Basta un accenno di scandaletto e non è più ministro delle Politiche Agricole. Più avveduti sono stati i marpioni della banda degli onesti di “Scelta Civica” i quali, intuite le intenzioni del capo, per non farsi segare si sono precipitati in massa, armi, bagagli e bagattelle, fuori della porta del Pd per essere assunti a tempo pieno. Un primo effetto balsamico dello Jobs act. La scelta, presa con “coraggiosa coerenza”, di saltare sul carro del vincitore ha consentito loro di tenere le terga incollate alle poltrone ministeriali.

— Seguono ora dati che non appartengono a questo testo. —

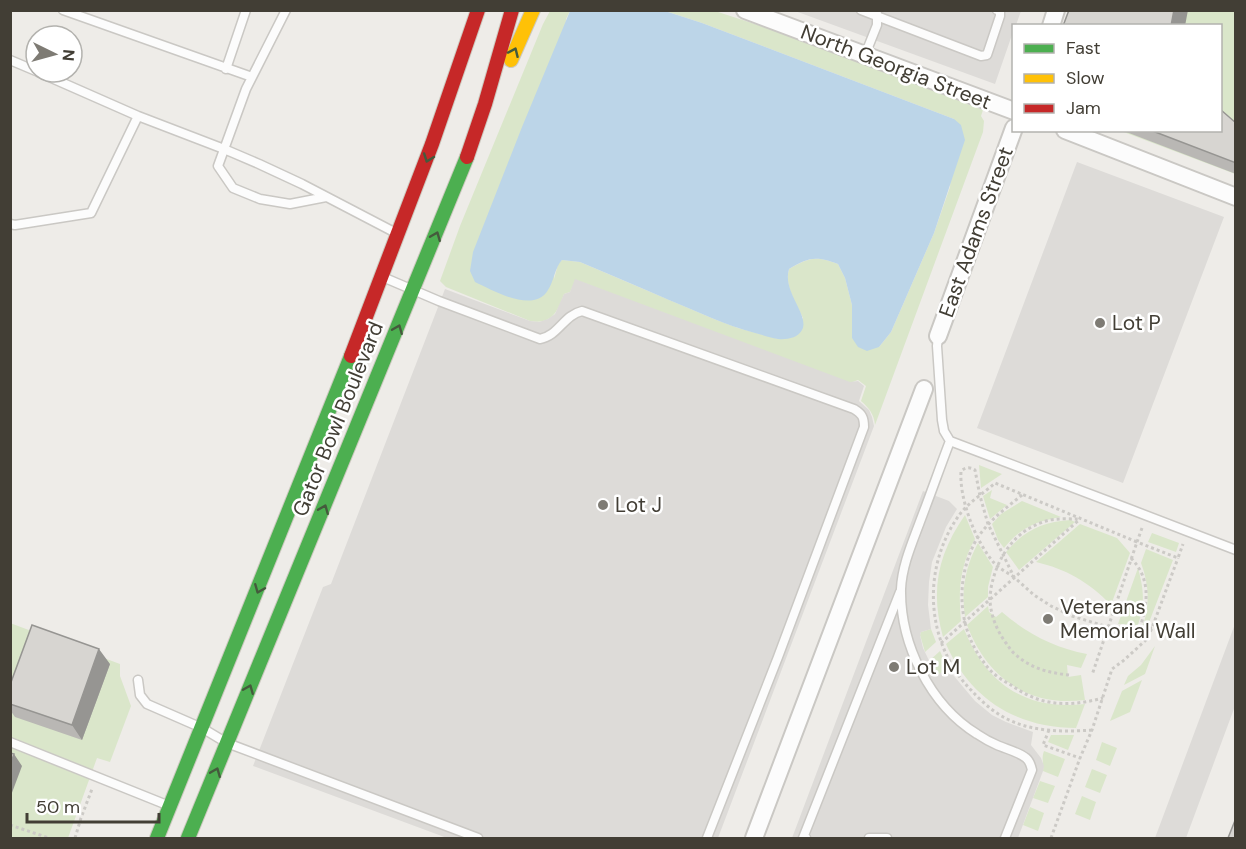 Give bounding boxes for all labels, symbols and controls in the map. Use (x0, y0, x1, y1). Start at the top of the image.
street label: North Georgia Street (797, 18, 995, 116)
north arrow (24, 24, 84, 84)
legend (1012, 24, 1222, 132)
text: Fast (1066, 36, 1101, 60)
one-way arrow (507, 48, 519, 59)
text: N (57, 49, 79, 62)
text: Slow (1066, 66, 1105, 90)
text: Jam (1066, 96, 1101, 120)
street label: East Adams Street (932, 143, 1020, 321)
one-way arrow (422, 152, 435, 163)
one-way arrow (429, 231, 441, 242)
place label: Lot P (1112, 309, 1161, 337)
marker: Lot P (1093, 316, 1107, 330)
street label: Gator Bowl Boulevard (286, 317, 390, 521)
one-way arrow (391, 324, 403, 335)
place label: Lot J (615, 491, 662, 519)
marker: Lot J (596, 498, 610, 512)
one-way arrow (317, 504, 329, 515)
one-way arrow (254, 583, 266, 594)
place label: Veterans Memorial Wall (1060, 593, 1195, 645)
marker: Veterans Memorial Wall (1041, 612, 1055, 626)
place label: Lot M (906, 653, 960, 681)
marker: Lot M (887, 660, 901, 674)
one-way arrow (242, 685, 254, 696)
one-way arrow (209, 767, 221, 778)
scale bar (27, 786, 159, 824)
text: 50 m (36, 795, 80, 819) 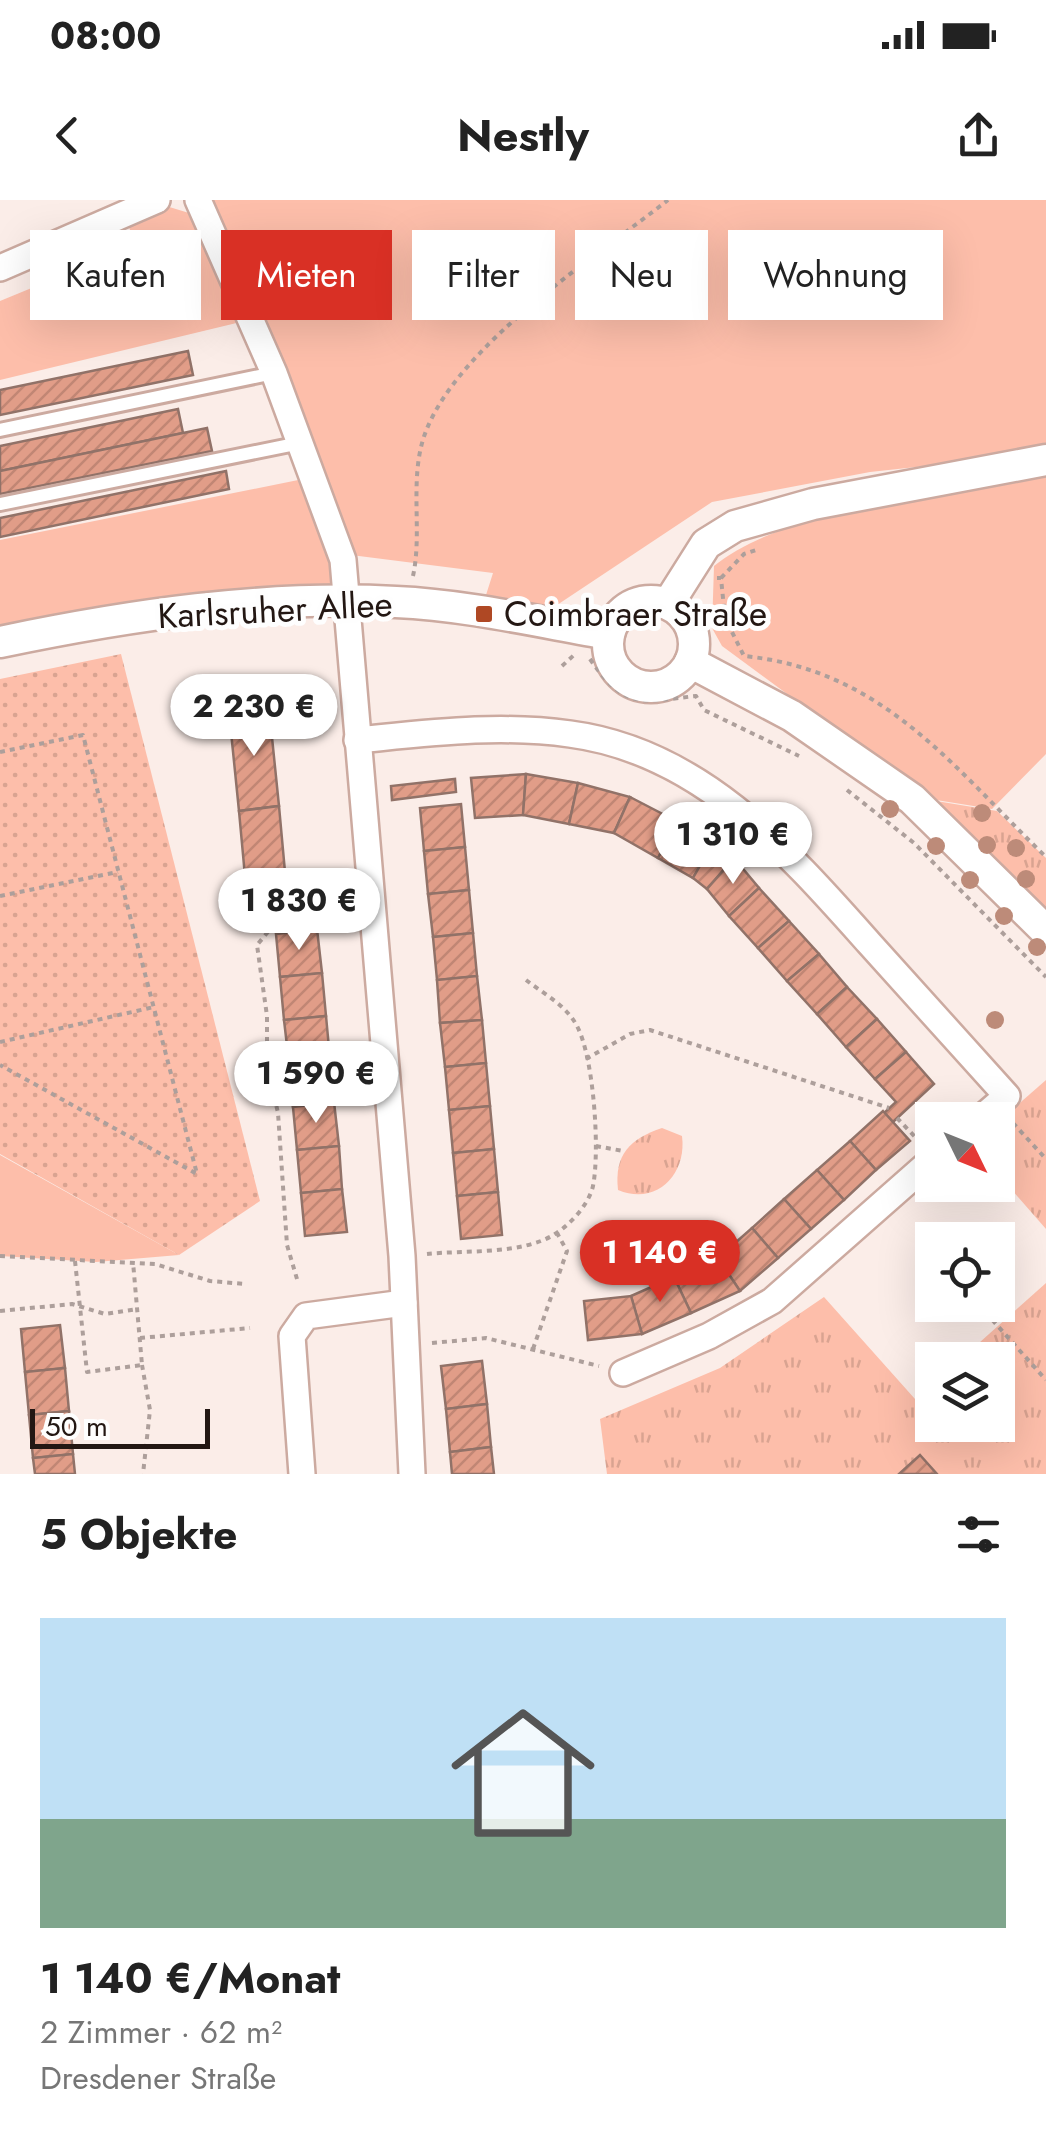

Oggi, che le condizioni della finanza statale consentono di liberare un po’ di risorse per le opere pubbliche, Matteo il boy scout decide che non debba essere il chierichetto di “Comunione e Liberazione” a tenere il banco nello chemin de fer delle Infrastrutture. Grazie all’aiutino di un’indagine che è esplosa con cronometrica puntualità, l’avvoltoio fiorentino ha “fottuto” il lupetto meneghino. Sarà, dunque, Palazzo Chigi a manovrare le scelte del ministero che fu di Lupi direttamente con un interim oppure facendo posto a una figura di tecnico che faccia immagine ma non muti la sostanza: con i soldi pubblici lavoreranno le imprese ben disposte verso il caro leader, magari entusiaste di andare in gita alla “Leopolda”.
C’è da scommettere che nelle prossime settimane dalle parti dell’Ance, la potente associazione dei costruttori edili che in passato non è stata tenera con la sinistra, si inizierà a recitare il Confiteor: Confesso a Matteo onnipotente e a voi, fratelli, che ho molto peccato in pensieri, parole, opere e omissioni… E i due gatti superstiti del Ncd? Per il momento resteranno al loro posto, anche perché Alfano come pungiball al ministero dell’Interno funziona a meraviglia: gli schiaffi se li prende tutti lui. Beatrice Lorenzin, invece, si prepara a una performance olimpionica nella specialità “salto del fosso”. Per salvare la faccia i “centrini” potrebbero ricevere l’ultraleggero ministero per gli Affari Regionali da assegnare, però, a un personaggio del Nuovo Centrodestra “affidabile”, a giudizio della cricca renziana. L’identikit è quello del senatore Gaetano Quagliariello.
La fine per strangolamento dell’esperienza moderata dei fuoriusciti del Pdl è il dato politico di queste giornate. Alfano e i suoi sono rimasti immobili di fronte alle decapitazioni dei loro compagni d’avventura, nella convinzione di salvare se stessi. E ora ne pagano le conseguenze. Pensavano di avere un futuro garantito scassando il centrodestra. Invece, stanno scomparendo uno ad uno come i dieci piccoli indiani di Agatha Christie.